Tuesday, March 10, 2015

IMTFI and Financial Inclusion Research: Reflections, Connections, and What's Next

By IMTFI graduate research assistant Stephen C. Rea 

At IMTFI's sixth annual conference in December 2014, I had the opportunity to sit down with several past and present research fellows to discuss their experiences with IMTFI, as well as timely issues in financial inclusion. Although they come from different institutional and disciplinary backgrounds, did research in different places, and examined different technologies, communities, and financial practices, five common themes emerged from our discussions: comparative work across different scales; collaborations and partnerships with a wide range of actors; qualitative research as a complement to quantitative analysis; IMTFI's role in helping to build a global network of researchers; and rethinking financial inclusion. 

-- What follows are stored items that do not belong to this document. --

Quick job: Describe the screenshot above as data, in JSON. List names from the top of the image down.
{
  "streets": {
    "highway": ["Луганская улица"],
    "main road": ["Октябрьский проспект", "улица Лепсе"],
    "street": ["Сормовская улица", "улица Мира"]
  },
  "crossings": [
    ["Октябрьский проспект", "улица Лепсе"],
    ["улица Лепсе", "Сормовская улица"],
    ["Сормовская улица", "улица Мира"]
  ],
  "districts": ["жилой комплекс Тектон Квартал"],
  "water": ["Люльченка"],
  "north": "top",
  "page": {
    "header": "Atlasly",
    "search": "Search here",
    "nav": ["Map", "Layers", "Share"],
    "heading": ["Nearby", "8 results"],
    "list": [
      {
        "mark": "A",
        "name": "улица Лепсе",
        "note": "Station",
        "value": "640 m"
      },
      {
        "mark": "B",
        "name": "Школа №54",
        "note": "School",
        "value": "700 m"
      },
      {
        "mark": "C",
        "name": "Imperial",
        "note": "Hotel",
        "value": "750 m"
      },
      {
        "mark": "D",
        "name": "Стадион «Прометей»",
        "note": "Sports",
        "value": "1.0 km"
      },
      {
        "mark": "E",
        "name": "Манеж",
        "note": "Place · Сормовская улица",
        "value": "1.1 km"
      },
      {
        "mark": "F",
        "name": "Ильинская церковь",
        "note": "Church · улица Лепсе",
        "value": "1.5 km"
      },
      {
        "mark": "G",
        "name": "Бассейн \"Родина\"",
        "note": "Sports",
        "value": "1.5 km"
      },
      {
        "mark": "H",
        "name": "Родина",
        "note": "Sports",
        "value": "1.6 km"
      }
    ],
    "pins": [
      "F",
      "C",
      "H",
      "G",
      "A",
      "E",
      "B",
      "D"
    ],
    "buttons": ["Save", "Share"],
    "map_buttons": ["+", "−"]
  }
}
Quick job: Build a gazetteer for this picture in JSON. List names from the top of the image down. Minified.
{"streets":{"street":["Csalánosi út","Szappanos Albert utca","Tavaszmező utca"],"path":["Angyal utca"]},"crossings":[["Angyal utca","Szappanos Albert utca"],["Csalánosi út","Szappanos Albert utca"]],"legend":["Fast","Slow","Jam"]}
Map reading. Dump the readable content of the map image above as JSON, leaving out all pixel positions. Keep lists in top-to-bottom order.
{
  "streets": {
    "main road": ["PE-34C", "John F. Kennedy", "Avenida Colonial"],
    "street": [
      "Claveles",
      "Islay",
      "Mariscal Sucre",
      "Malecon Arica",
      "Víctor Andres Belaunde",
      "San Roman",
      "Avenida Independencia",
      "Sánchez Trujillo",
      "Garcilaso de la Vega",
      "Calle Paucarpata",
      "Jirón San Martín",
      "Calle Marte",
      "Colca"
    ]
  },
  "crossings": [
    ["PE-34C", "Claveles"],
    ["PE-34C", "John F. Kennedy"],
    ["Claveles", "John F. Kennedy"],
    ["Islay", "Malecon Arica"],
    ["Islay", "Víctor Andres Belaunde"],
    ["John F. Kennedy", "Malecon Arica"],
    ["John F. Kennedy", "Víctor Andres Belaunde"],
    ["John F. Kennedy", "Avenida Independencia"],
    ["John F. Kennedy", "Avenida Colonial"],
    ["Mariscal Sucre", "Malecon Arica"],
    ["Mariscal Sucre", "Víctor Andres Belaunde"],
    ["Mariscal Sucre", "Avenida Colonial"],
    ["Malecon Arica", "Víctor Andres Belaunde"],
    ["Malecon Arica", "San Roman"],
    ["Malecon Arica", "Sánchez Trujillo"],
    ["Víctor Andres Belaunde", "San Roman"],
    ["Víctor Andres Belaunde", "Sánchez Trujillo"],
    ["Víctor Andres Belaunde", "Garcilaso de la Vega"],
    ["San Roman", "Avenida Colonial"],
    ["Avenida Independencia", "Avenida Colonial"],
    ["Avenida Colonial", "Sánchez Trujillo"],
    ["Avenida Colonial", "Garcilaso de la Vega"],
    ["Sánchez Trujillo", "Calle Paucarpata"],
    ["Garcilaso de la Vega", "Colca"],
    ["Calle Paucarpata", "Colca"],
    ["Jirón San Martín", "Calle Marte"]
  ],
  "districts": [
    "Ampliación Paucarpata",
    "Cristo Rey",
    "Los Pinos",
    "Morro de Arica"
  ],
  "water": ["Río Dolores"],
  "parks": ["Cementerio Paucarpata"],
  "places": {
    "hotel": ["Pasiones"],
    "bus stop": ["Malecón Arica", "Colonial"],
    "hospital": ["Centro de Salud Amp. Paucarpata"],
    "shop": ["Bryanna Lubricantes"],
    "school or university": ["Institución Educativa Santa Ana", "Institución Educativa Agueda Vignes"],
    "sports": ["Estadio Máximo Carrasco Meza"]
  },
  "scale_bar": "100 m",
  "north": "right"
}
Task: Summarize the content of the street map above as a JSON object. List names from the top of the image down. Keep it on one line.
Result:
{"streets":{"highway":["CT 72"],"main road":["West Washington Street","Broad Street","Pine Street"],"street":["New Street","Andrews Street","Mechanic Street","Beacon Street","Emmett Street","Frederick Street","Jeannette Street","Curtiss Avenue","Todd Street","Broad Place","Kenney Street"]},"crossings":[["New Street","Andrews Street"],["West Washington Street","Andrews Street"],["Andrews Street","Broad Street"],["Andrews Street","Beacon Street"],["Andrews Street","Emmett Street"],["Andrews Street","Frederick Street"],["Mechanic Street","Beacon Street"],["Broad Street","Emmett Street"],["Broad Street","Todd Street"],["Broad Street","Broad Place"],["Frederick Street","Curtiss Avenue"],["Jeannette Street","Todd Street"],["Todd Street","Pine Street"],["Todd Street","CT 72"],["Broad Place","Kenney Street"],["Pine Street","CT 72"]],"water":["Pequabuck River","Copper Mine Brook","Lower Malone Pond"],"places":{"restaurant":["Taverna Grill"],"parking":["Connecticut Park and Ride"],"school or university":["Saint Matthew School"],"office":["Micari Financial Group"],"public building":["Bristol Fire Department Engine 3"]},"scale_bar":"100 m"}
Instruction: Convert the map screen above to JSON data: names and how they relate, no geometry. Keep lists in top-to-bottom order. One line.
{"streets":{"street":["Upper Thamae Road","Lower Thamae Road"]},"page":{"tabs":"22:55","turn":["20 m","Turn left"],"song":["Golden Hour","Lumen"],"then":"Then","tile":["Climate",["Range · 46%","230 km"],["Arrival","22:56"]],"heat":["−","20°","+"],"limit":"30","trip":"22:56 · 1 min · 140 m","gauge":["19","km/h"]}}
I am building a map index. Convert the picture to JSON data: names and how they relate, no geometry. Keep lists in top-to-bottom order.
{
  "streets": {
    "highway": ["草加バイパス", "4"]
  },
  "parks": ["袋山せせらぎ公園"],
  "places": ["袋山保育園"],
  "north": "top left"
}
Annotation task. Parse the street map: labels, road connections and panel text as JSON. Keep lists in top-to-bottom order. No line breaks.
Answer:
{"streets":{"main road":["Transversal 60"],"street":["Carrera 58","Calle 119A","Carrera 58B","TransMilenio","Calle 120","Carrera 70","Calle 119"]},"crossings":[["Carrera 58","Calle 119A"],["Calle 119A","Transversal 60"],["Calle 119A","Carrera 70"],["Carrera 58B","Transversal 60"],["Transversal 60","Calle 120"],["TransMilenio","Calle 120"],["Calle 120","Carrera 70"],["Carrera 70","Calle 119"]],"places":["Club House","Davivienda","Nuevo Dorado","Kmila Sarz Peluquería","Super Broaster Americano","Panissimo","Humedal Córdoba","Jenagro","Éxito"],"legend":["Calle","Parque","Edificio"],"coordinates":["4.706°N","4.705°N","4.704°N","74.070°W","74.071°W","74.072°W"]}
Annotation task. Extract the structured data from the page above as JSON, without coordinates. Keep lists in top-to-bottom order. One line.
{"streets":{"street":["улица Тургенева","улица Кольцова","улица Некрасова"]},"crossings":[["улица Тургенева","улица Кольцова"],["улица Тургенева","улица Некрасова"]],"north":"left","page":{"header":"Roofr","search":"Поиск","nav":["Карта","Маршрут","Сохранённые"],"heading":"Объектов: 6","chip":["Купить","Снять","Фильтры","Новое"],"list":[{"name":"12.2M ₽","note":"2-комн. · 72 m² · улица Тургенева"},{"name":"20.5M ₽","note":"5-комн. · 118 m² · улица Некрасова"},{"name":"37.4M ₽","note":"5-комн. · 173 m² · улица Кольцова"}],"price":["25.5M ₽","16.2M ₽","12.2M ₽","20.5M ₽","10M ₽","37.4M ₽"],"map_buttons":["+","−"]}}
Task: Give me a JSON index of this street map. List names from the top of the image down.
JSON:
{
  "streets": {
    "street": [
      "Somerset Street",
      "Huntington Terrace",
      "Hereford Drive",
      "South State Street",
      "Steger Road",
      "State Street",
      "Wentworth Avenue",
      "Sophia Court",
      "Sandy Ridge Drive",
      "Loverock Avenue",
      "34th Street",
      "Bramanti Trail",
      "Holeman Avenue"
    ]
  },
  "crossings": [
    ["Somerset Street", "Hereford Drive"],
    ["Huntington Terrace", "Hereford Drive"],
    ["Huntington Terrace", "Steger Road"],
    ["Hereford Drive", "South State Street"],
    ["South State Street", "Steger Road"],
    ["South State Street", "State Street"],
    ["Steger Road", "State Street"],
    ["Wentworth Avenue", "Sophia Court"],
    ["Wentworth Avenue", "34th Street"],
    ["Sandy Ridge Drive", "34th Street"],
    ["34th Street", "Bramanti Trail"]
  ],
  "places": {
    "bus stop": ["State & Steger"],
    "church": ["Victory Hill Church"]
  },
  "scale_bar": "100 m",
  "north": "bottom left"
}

Vivian Dzokoto (Photo by Steve McCord)
Looking at financial inclusion projects alongside the different social, cultural, and infrastructural contexts is crucial to understanding why an approach that may work in one community fails to take hold in another. “A lot of the discourse on mobile money is—of course—about M-Pesa,” Vivian Dzokoto told me. “And then you look in other African markets and you realize that the behaviors are not the same, the attitudes are not the same, the potential is not the same, and so it's very important not to assume that one size fits all.” Comparative work can help elucidate some of the contingencies and unexpected obstacles that, for example, a new mobile money service might encounter, and therefore help financial services providers rethink their strategies.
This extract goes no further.